Sitting pretty, king of the hill.
The track is Adair's office. He dreamed of working there since he was a boy in southeastern Oklahoma and raced horses bareback on country roads in the same way city kids race souped-up cars. Other boys ate up stories about Mantle and Mays; Adair marveled at Shoemaker and Hartack.
Adair became a legend at Los Alamitos Race Course, arriving in the fall of '62 and retiring 22 years later as its all-time top stakes-winner after an accident broke his shoulder in about two dozen places and ended his career. Along the way, he'd been the nation's leading money-winning quarter-horse jockey for several years running.
"I thought I could ride anything that had hair on it," Adair says, wryly. "I loved horses, that was the main thing. And the competition.... When you're riding, there's no thrill in the world you can compare to riding in a 10-horse race."
He says it has to do with the relationship between rider and horse, the adrenaline and the uncertainty of knowing how things will go.
We're talking along the rail in front of the Los Alamitos grandstand the day before "Seabiscuit" opens in theaters. The much-heralded movie about the champion racehorse of the 1930s is based on Laura Hillenbrand's best-seller. Racetrack die-hards hope the movie will lure people back to the track.

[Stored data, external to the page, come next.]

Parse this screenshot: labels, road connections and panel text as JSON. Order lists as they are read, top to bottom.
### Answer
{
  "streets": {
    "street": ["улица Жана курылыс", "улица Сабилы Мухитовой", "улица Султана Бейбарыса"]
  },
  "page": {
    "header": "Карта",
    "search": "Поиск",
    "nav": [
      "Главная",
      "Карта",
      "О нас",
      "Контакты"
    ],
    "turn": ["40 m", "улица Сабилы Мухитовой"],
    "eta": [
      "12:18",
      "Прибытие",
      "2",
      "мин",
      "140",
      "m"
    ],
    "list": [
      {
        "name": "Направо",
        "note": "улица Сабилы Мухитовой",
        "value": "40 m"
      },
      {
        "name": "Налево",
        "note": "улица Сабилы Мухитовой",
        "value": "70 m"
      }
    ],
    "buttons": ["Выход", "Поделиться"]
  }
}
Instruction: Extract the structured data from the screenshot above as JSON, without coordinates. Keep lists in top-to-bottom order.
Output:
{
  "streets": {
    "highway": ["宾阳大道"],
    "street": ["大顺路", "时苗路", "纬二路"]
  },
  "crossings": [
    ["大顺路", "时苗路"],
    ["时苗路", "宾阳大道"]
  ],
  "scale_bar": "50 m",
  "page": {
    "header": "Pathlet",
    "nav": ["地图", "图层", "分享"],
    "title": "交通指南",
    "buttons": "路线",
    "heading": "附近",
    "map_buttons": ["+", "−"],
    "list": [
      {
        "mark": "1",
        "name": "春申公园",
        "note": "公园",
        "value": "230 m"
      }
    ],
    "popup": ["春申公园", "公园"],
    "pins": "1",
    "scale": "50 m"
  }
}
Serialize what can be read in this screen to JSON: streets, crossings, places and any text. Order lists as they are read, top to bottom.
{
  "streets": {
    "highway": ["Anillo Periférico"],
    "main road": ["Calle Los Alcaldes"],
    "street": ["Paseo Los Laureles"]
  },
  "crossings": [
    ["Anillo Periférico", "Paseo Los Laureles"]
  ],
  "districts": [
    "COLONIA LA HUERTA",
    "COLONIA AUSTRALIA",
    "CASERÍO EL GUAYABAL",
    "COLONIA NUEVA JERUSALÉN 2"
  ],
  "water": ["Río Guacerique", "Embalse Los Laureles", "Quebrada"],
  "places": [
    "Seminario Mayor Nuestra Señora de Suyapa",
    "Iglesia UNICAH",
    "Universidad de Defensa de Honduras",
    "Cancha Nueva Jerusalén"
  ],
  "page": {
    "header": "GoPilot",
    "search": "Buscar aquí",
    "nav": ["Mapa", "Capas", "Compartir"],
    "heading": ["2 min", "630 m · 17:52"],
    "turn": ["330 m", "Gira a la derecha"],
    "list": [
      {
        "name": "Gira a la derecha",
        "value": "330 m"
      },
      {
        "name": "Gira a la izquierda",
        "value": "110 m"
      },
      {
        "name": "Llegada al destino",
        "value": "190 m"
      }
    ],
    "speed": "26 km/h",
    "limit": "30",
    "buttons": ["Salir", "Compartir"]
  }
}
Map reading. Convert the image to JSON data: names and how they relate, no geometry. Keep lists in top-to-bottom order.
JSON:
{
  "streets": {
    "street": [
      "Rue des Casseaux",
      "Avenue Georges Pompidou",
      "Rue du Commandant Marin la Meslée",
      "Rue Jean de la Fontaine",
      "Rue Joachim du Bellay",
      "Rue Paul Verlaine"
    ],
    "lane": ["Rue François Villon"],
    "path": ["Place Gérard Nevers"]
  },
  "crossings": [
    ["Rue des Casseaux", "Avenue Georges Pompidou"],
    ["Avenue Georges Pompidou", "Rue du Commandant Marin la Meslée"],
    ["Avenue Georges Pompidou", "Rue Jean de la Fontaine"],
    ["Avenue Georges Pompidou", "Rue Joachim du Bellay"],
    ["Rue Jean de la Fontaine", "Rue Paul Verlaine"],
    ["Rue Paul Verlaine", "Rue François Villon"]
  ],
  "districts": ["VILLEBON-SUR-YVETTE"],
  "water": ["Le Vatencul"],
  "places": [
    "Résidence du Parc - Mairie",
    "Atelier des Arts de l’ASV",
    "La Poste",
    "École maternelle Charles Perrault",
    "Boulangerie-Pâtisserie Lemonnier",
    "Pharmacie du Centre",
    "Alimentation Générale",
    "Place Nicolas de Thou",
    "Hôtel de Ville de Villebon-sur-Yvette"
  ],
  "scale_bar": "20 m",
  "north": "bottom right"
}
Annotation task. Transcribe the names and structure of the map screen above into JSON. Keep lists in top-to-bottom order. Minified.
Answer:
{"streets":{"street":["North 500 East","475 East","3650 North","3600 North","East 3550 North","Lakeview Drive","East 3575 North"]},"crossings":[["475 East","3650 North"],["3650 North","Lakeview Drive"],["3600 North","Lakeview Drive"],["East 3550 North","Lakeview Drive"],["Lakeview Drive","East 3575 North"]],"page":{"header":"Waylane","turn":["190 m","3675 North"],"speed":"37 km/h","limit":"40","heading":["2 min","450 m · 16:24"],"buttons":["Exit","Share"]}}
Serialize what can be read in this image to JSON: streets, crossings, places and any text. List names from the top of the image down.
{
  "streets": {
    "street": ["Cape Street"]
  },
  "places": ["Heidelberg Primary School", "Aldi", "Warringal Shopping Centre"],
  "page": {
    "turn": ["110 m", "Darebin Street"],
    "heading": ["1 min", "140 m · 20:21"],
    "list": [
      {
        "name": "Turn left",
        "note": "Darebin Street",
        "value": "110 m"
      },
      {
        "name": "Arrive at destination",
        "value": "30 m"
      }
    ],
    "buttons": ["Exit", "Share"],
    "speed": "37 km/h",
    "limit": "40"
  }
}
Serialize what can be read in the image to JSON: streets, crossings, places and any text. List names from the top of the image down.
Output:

"We don't have a lot of new talent coming up," Adair laments, "because there's no place for kids to grow up riding a horse."
Adair now works for the track as an outrider, meaning he chases down the occasional horse that breaks free during workouts. It keeps his hand in the game; he did the same job behind the scenes during the filming of "Seabiscuit."
The gig also earned him a seat at the movie's premiere this week, and Adair raves about what he says are outstanding racing sequences.
The movie is being marketed as a feel-good story of an undersized horse and its motley crew of jockey, trainer and owner. Sure to evoke nostalgia for the 1930s, the question is whether it can rekindle interest in the increasingly anachronistic world of the Sports of Kings, where flashing silks and the thrill of a stretch run once entertained the masses.
Even strolling the "backside" beyond the track, out of public view, and you get the feel of a bygone era as trainers, exercise boys and others perform the same quiet tasks their forebears did in Seabiscuit's day.
It's this world off society's main roads that attracted Laura Pinelli. A citified beach girl when her grandparents first took her to Santa Anita in the 1970s, the track ambience hooked her. Today, at 44, Pinelli owns, breeds and trains quarter-horses.
"It's a different world," she says as we talk near the stables. "I don't think we're in the same world as everybody else."
She explains cheerfully that the norms are different. "I don't think we view this as an occupation," Pinelli says. "It's a way of life. There are not many places where you go seven days a week and you don't dread going. Most jobs, you get out what you put into it. This, no matter how hard you work, the outcome isn't guaranteed."
She hopes "Seabiscuit" will inspire a new generation of fans.
"It wasn't just the horses, it wasn't just the competition," she says, her voice still suggestive of her fascination at her first day at the races. "It was just overwhelming. A different world, something I had not been exposed to. It wasn't like going to a baseball game. It was just something different."